#### PROMPT:
Output the listing exactly, without its pictures.

=== RECORDS FOR THE TASK ===

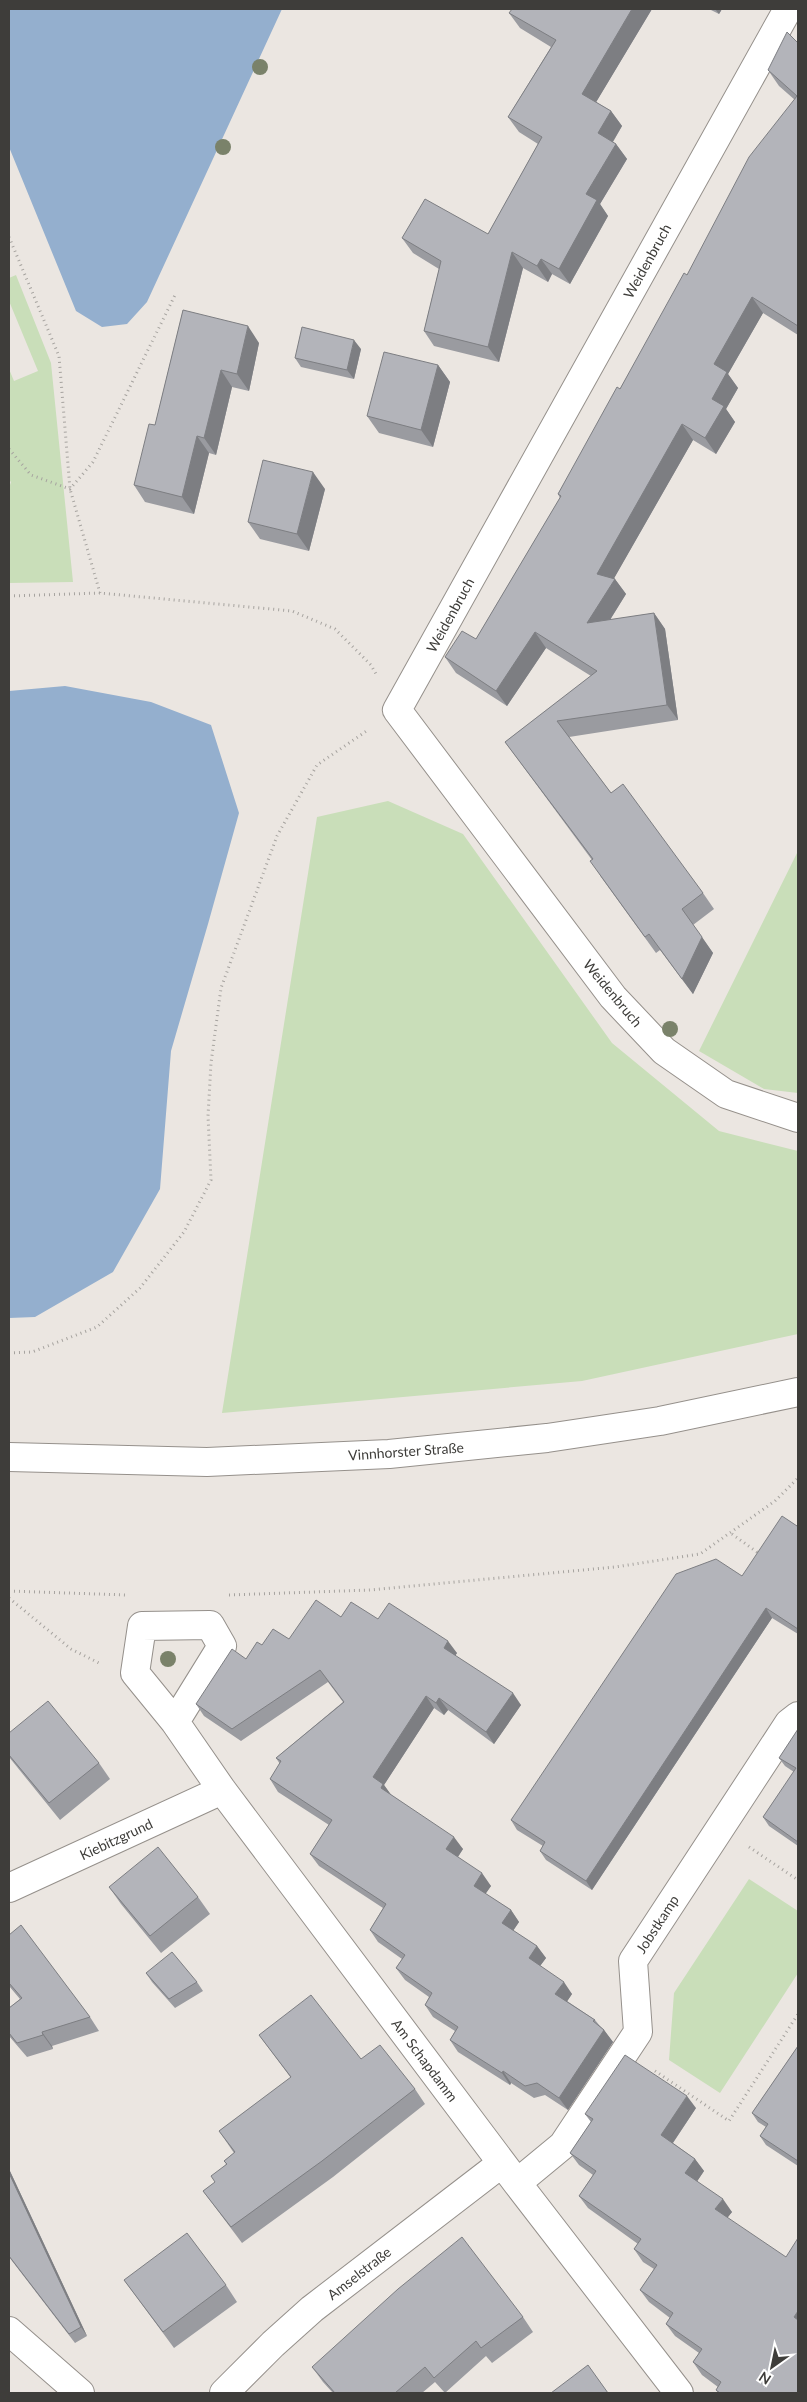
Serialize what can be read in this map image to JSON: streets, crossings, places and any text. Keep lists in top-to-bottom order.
{
  "streets": {
    "street": [
      "Weidenbruch",
      "Vinnhorster Straße",
      "Kiebitzgrund",
      "Jobstkamp",
      "Am Schapdamm",
      "Amselstraße"
    ]
  },
  "crossings": [
    ["Kiebitzgrund", "Am Schapdamm"],
    ["Jobstkamp", "Am Schapdamm"],
    ["Jobstkamp", "Amselstraße"],
    ["Am Schapdamm", "Amselstraße"]
  ],
  "north": "bottom left"
}
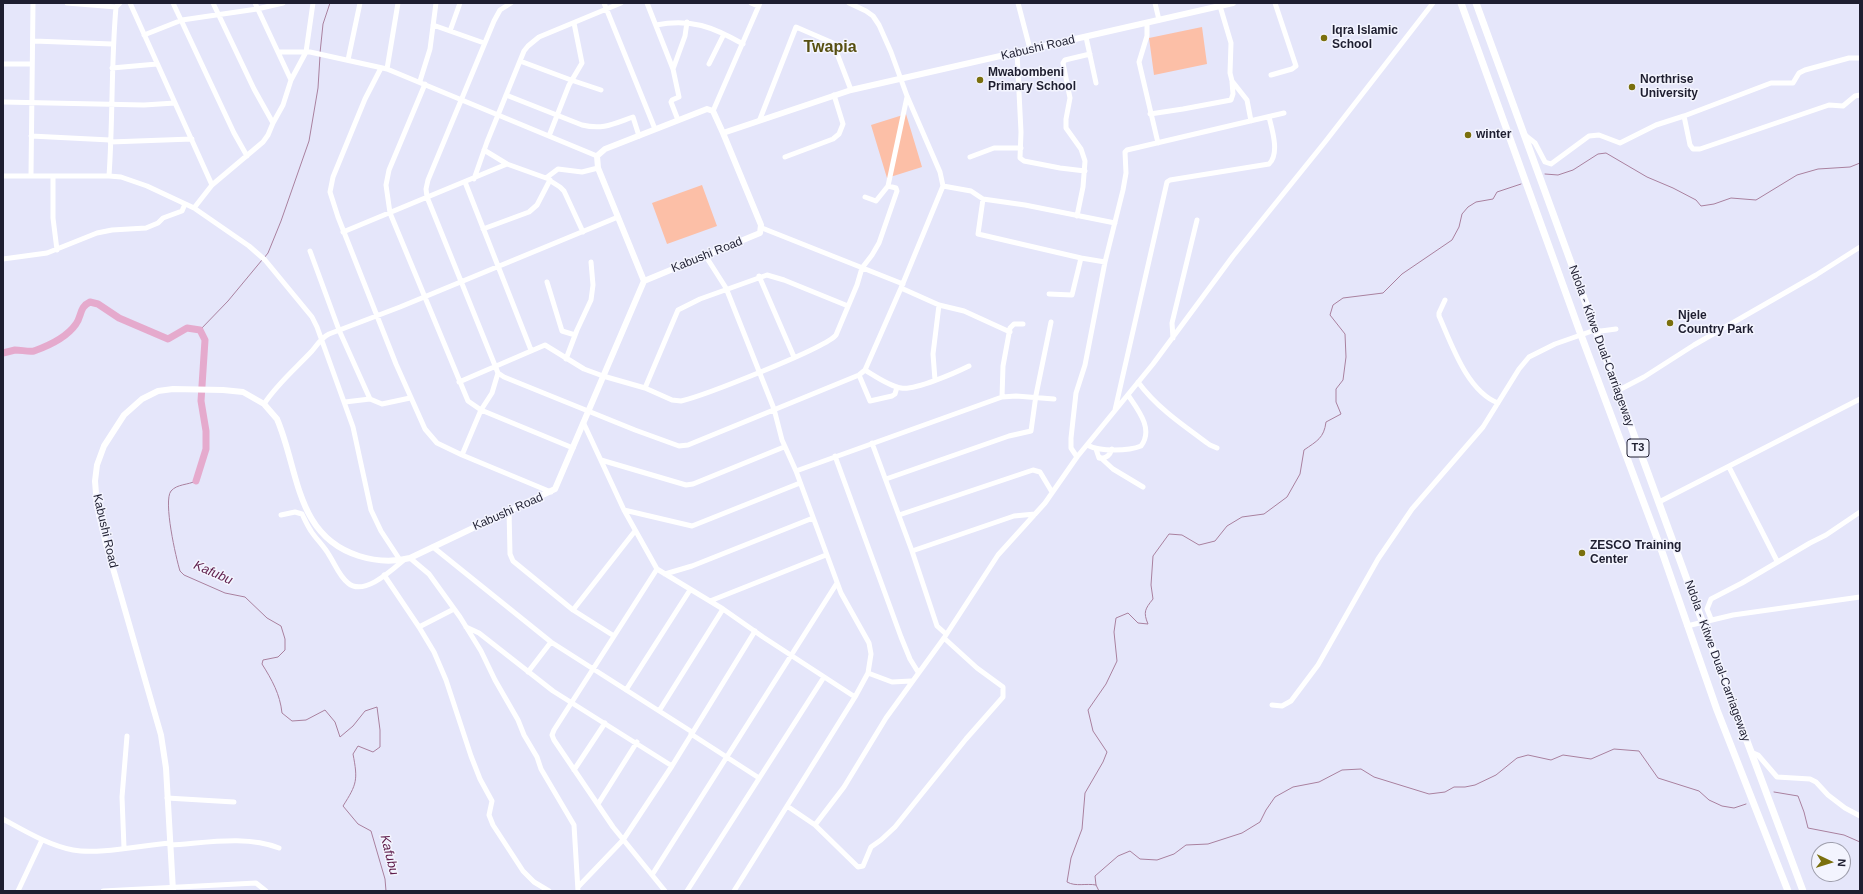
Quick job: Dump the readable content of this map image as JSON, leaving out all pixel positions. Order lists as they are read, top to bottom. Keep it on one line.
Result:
{"streets":{"highway":["Ndola - Kitwe Dual-Carriageway","T3"],"main road":["Kabushi Road"]},"districts":["Twapia"],"water":["Kafubu"],"places":["Iqra Islamic School","Mwabombeni Primary School","Northrise University","winter","Njele Country Park","ZESCO Training Center"],"north":"right"}
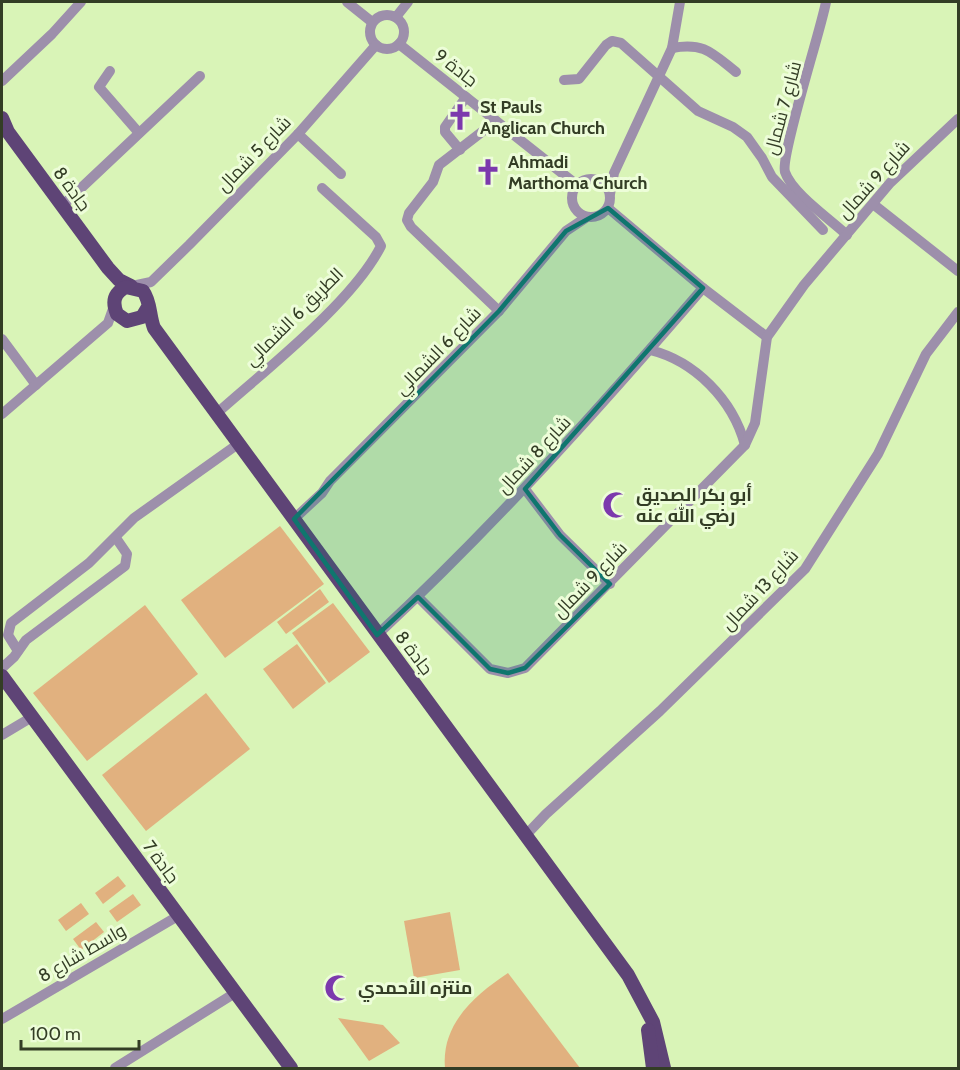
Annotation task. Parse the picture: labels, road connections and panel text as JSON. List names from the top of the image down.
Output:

===

#### ANSWER:
Serialize what can be read in this map image to JSON: streets, crossings, places and any text. Keep lists in top-to-bottom order.
{
  "streets": {
    "street": [
      "Weidenbruch",
      "Vinnhorster Straße",
      "Kiebitzgrund",
      "Jobstkamp",
      "Am Schapdamm",
      "Amselstraße"
    ]
  },
  "crossings": [
    ["Kiebitzgrund", "Am Schapdamm"],
    ["Jobstkamp", "Am Schapdamm"],
    ["Jobstkamp", "Amselstraße"],
    ["Am Schapdamm", "Amselstraße"]
  ],
  "north": "bottom left"
}
Quick job: Dump the readable content of this map image as JSON, leaving out all pixel positions. Order lists as they are read, top to bottom. Keep it on one line.
Result:
{"streets":{"highway":["Ndola - Kitwe Dual-Carriageway","T3"],"main road":["Kabushi Road"]},"districts":["Twapia"],"water":["Kafubu"],"places":["Iqra Islamic School","Mwabombeni Primary School","Northrise University","winter","Njele Country Park","ZESCO Training Center"],"north":"right"}
Annotation task. Parse the picture: labels, road connections and panel text as JSON. List names from the top of the image down.
Output:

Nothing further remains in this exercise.